29.11.12

Formel 1

Alonso könnte Vettel doch noch schlagen

Weltmeister Sebastian Vettel soll im Finale regelwidrig überholt haben. Bei einem Protest Ferraris könnte Alonso Weltmeister werden.

Foto: dpa

Sebastian Vettel ist dreifacher Weltmeister – wenn Ferrari keinen Einspruch einlegt
Sebastian Vettel ist dreifacher Weltmeister – wenn Ferrari keinen Einspruch einlegt

Eine Twitter-Nachricht von Fernando Alonso und Videomaterial von einem Überholmanöver von Sebastian Vettel haben in Spanien offenbar die Hoffnung auf einen Protest gegen die Wertung des Formel-1-Finales in Brasilien genährt. Medien aus dem Land des geschlagenen Ferrari-Piloten Alonso berichteten, Ferrari und Alonso würden einen Einspruch gegen die Ergebnisse beim Großen Preis von Brasilien erwägen. In der italienischen Zeitung "Corriere dello Sport" stellte Ferrari-Sprecher Luca Colajanni aber klar, dass es eine derartige Absicht nicht gebe.

Das jedoch klang am Donnerstag schon wieder anders. Laut britischen und italienischen Medien prüft Ferrari doch noch das Video-Material.
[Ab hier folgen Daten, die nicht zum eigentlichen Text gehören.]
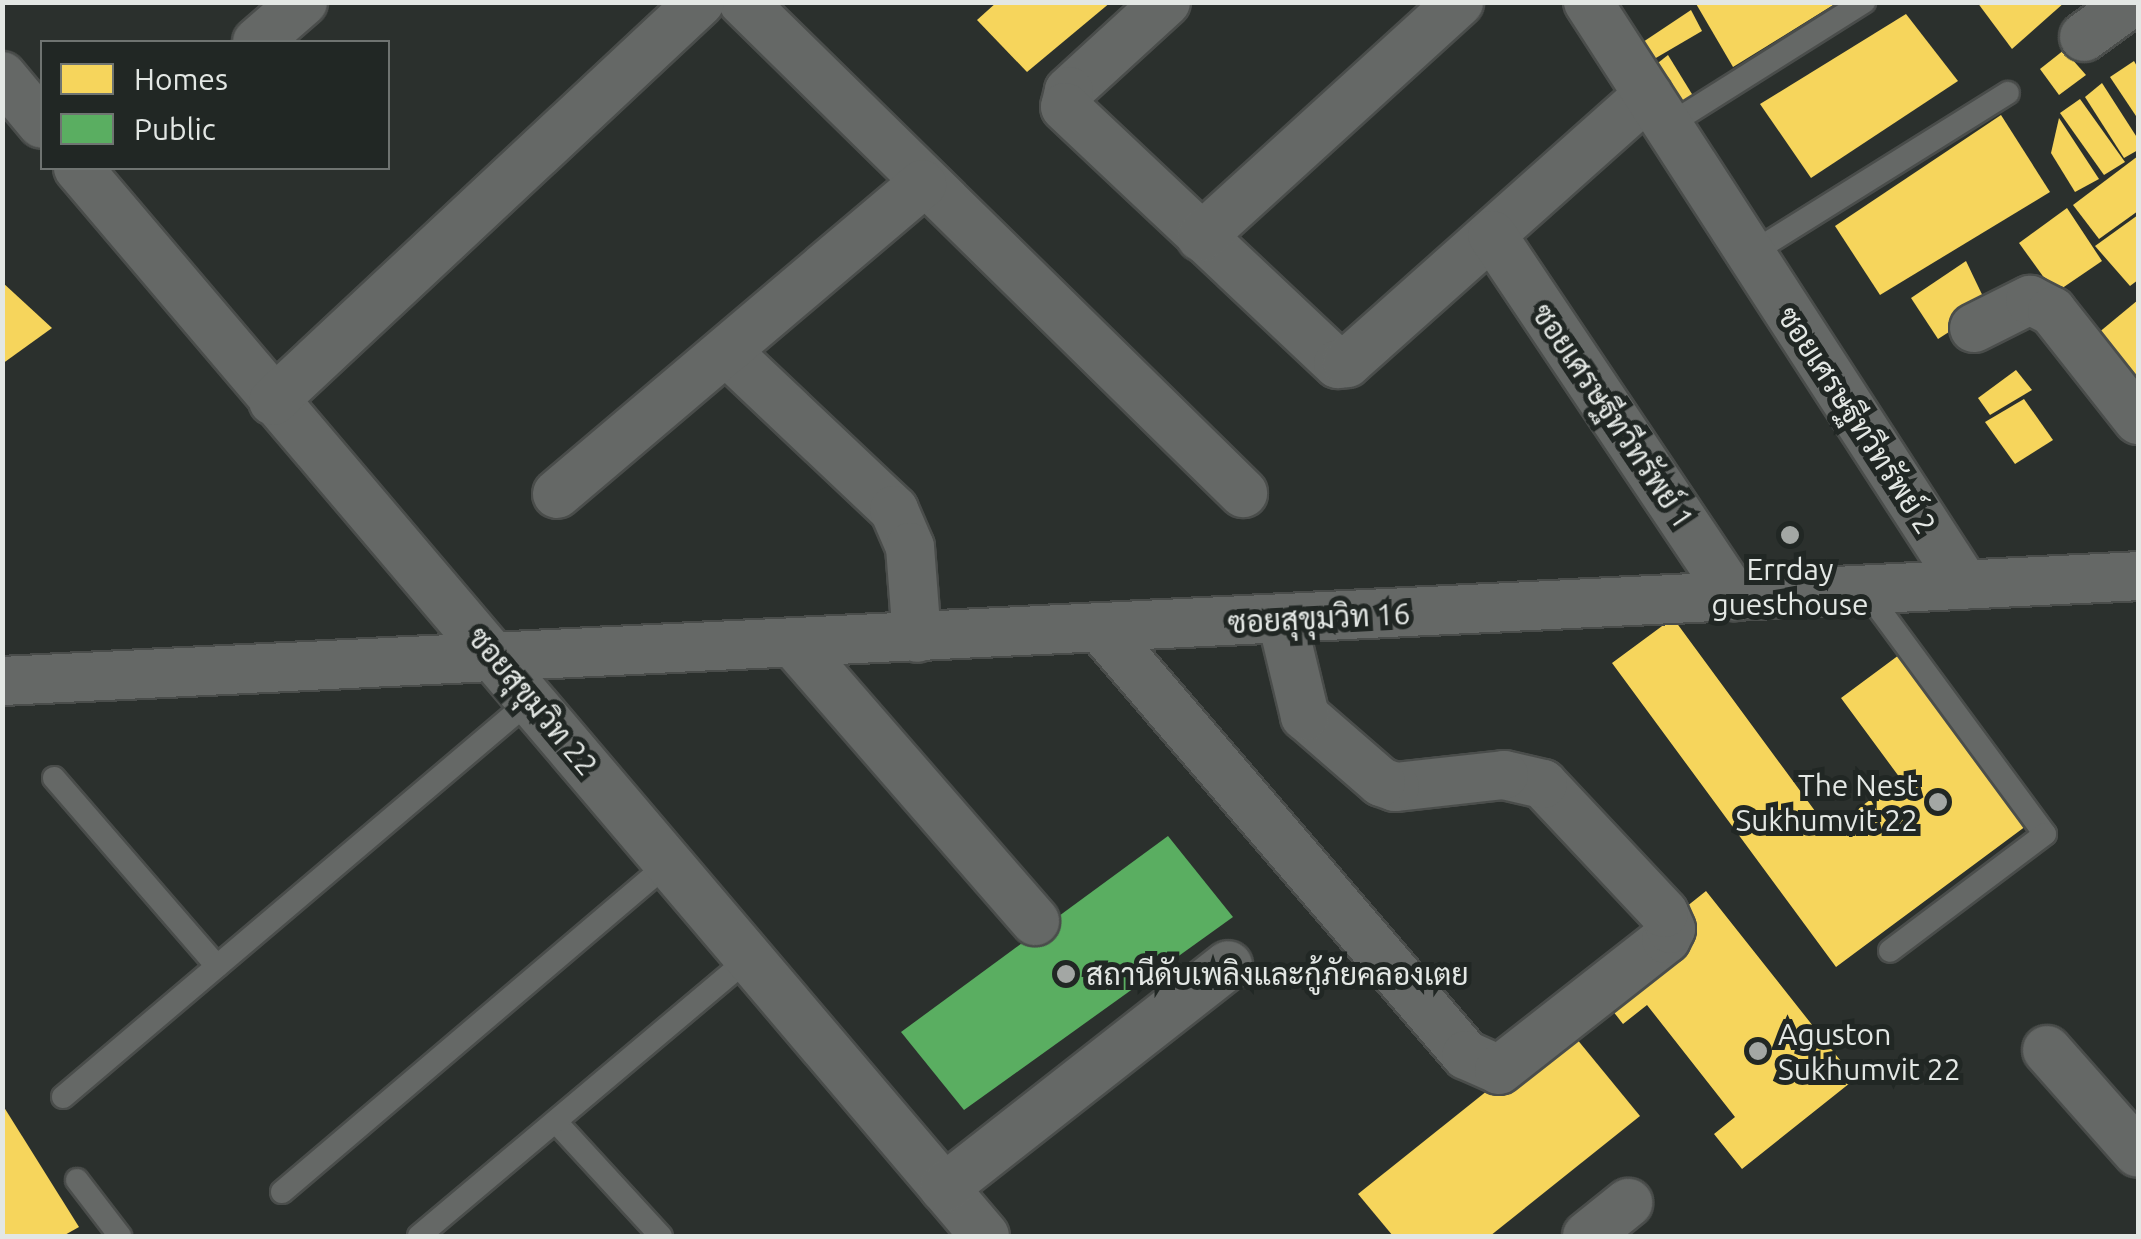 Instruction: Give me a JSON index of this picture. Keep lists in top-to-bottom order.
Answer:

Laut einem Bericht der BBC könnte der Internationale Automobilverband FIA sogar schon ohne Protest Ermittlungen aufnehmen, wenn neues Beweismaterial vorliegt. Der Sender berief sich dabei auf einen Passus im Regelwerk. FIA-Vizepräsident Carlos Garica wurde dagegen bereits am Vortag zitiert: "Ferrari darf nicht auf diese Weise die Weltmeisterschaft gewinnen."

Erst mit einigem Verzug waren nach dem Rennen am Sonntag in Brasilien Aufnahmen aufgetaucht, denen zufolge Vettel offensichtlich in einer Gelb-Phase den Toro-Rosso-Piloten Jean-Eric-Vergne überholt hat. Alonso stichelte via Twitter: "Ich brauche keine Wunder, ich mache meine Wunder mit richtigen Gesetzen." Die spanische Sportzeitung "Marca" stellte auf ihrer Internetseite den Lesern die Frage, ob Ferrari Protest einlegen solle. Bis Mittwochnachmittag stimmten mehr als 90 Prozent dafür.
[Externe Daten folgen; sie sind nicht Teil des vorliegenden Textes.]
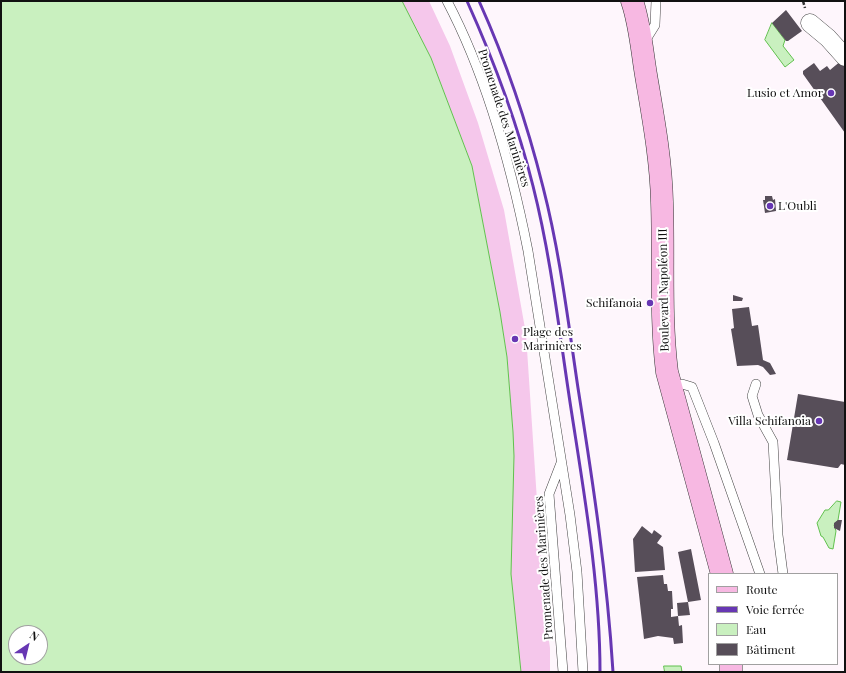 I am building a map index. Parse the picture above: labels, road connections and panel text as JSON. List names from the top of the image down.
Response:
{
  "streets": {
    "main road": ["Boulevard Napoléon III"],
    "lane": ["Promenade des Marinières"]
  },
  "places": [
    "Lusio et Amor",
    "L'Oubli",
    "Schifanoia",
    "Plage des Marinières",
    "Villa Schifanoia"
  ],
  "legend": [
    "Route",
    "Voie ferrée",
    "Eau",
    "Bâtiment"
  ],
  "north": "top right"
} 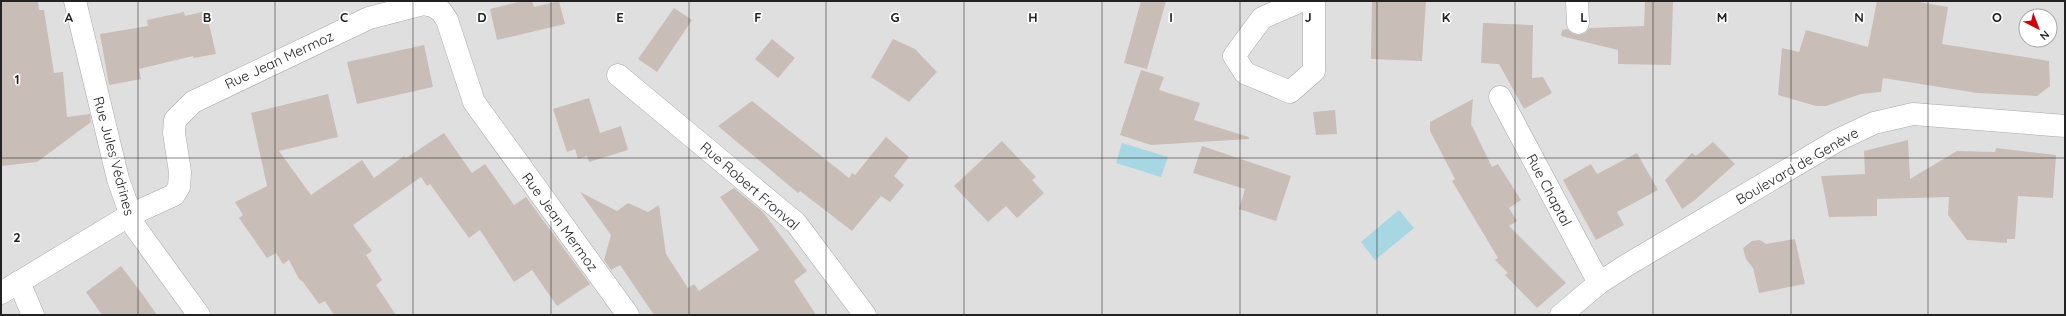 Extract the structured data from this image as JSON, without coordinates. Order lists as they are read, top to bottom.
{
  "streets": {
    "street": [
      "Rue Jean Mermoz",
      "Rue Jules Védrines",
      "Boulevard de Genève",
      "Rue Robert Fronval",
      "Rue Chaptal"
    ]
  },
  "crossings": [
    ["Rue Jean Mermoz", "Rue Jules Védrines"],
    ["Boulevard de Genève", "Rue Chaptal"]
  ],
  "north": "bottom right",
  "grid": {
    "columns": [
      "A",
      "B",
      "C",
      "D",
      "E",
      "F",
      "G",
      "H",
      "I",
      "J",
      "K",
      "L",
      "M",
      "N",
      "O"
    ],
    "rows": ["1", "2"]
  }
} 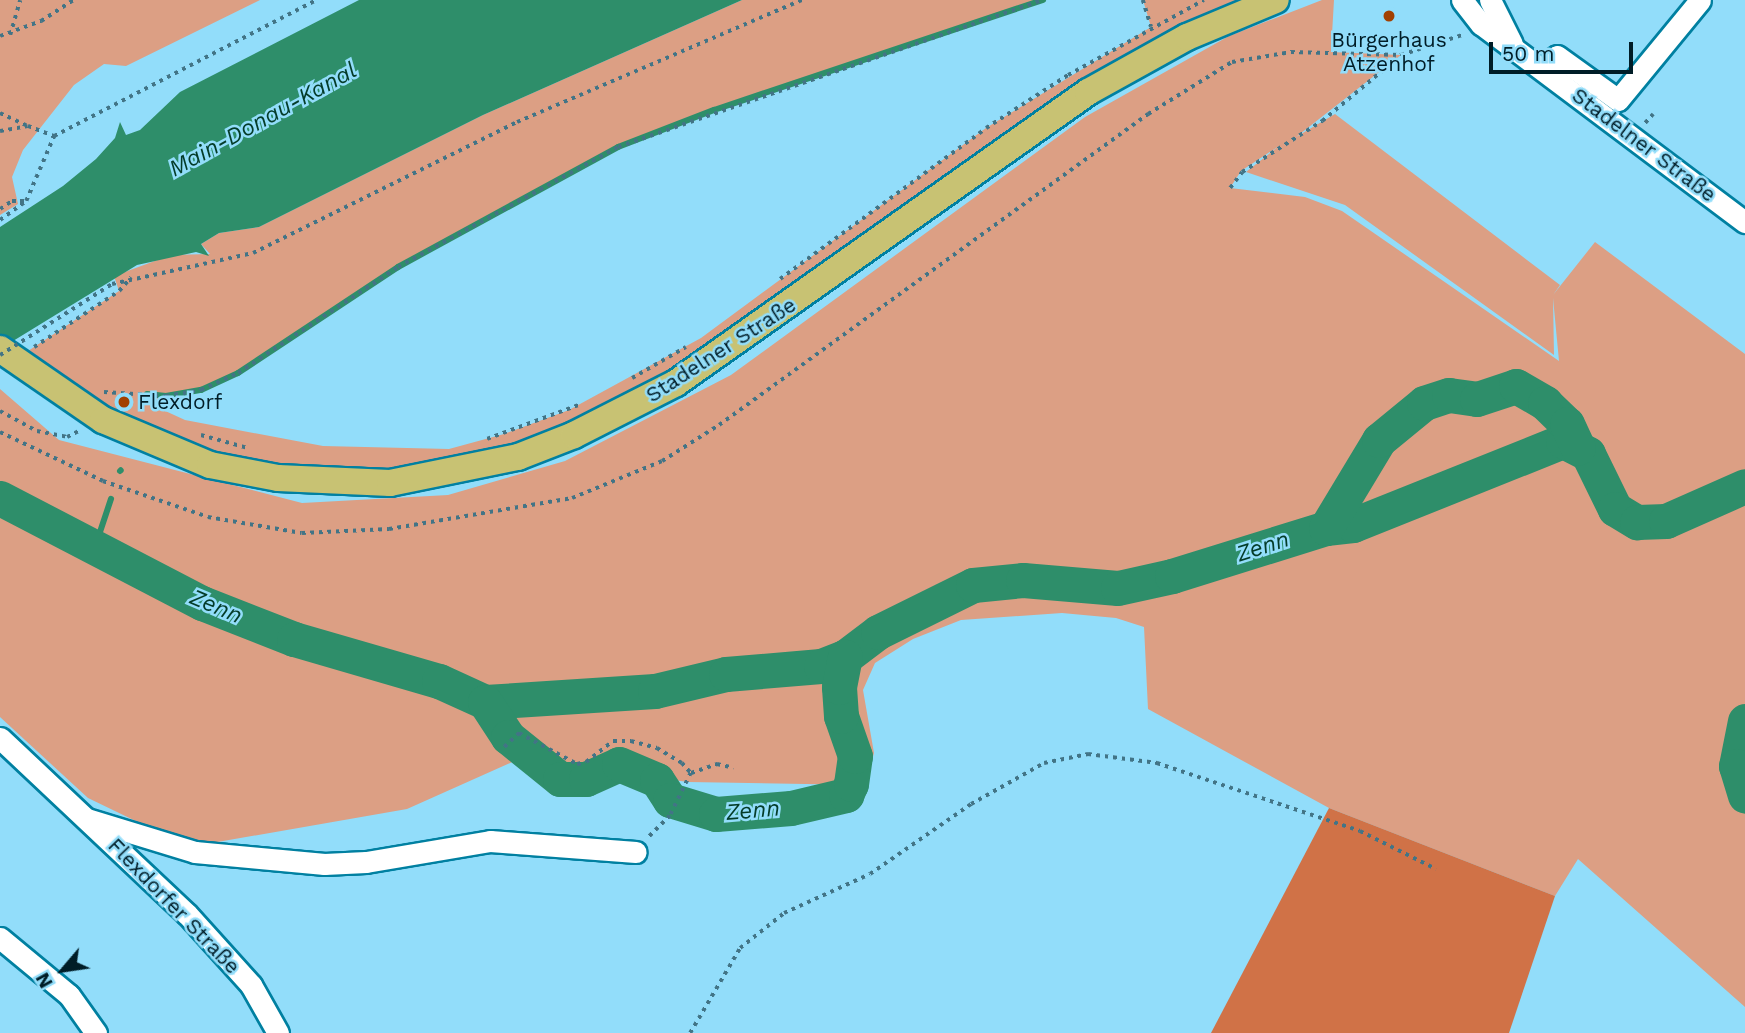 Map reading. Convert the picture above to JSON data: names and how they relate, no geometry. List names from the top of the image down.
{
  "streets": {
    "main road": ["Stadelner Straße"],
    "street": ["Flexdorfer Straße"]
  },
  "water": ["Main-Donau-Kanal", "Zenn"],
  "places": ["Bürgerhaus Atzenhof", "Flexdorf"],
  "scale_bar": "50 m",
  "north": "bottom left"
}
Werden Verstöße gegen die Gelben Flaggen während eines Rennens geahndet, bekommen die Verursacher eine Durchfahrtsstrafe. Nachträglich – bislang aber immer noch am Renntag – werden für gewöhnlich 20-Sekunden-Strafen verhängt. Dann wäre Vettel achter – und Alonso Weltmeister. Bis Freitag habe Ferrari für einen Einspruch Zeit, hieß es in spanischen Medien.
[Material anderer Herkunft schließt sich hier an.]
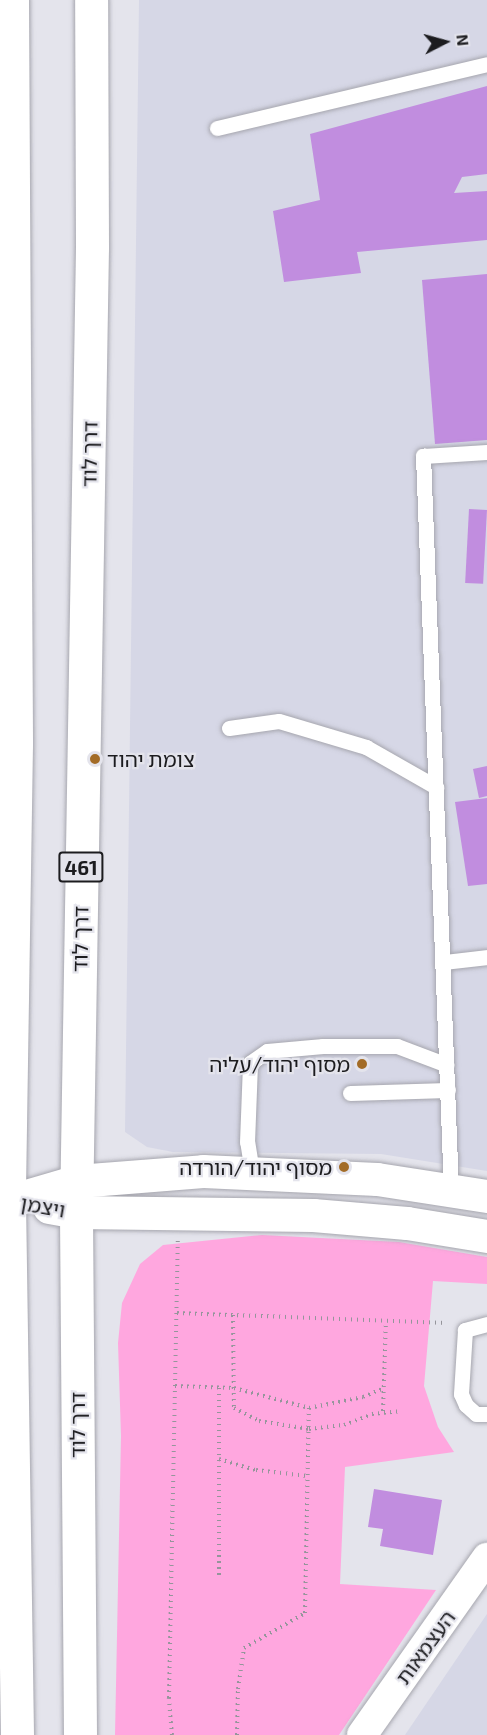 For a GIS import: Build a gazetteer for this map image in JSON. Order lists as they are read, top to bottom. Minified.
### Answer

Vettel war am Sonntag nach einem Unfall in der ersten Runde ans Ende des Feldes gerutscht. Der Heppenheimer war anschließend bis auf den sechsten Rang vorgefahren. Das reichte ihm, um im Red Bull zum dritten Mal nacheinander Weltmeister zu werden und Alonso mit drei Punkte Vorsprung auf den zweiten Platz zu verweisen.

Wirbel auch um Vettels Vertrag

Auch Meldungen über eine angebliche Vertragsverlängerung des jüngsten Dreifach-Champions der Geschichte wurden bei Red Bull von höchster Stelle zurückgewiesen. "Ich weiß nicht, wo diese Gerüchte herkommen. Das ist völliger Unsinn", sagte ein aufgebrachter Helmut Marko, Red Bulls Motorsportberater, dem SID: "Sebastian hat bei uns einen kugelsicheren Vertrag bis 2014. Das ist der Stand." Auch Vettels persönliche Sprecherin Britta Roeske wollte die Berichte nicht bestätigen und verwies auf den laufenden Vertrag bis 2014.

Zuvor hatte die österreichische Internetseite oe24.at gemeldet, der bisherige Kontrakt des 25 Jahre alten Heppenheimers sei vorzeitig bis 2016 verlängert worden. Zudem sollen Vettels Bezüge von bisher rund elf Millionen Euro jährlich (plus Werbeeinnahmen) deutlich angehoben worden sein. Demnach würde der Beatles-Fan zum neuen Top-Verdiener in der Königsklasse aufsteigen. Bisher kassierte Vettels Ferrari-Rivale Fernando Alonso am meisten: Rund 28 Millionen Euro. Auch die Verträge von Teamchef Christian Horner und Chef-Konstrukteur Adrian Newey sollen laut oe24.at verlängert worden sein.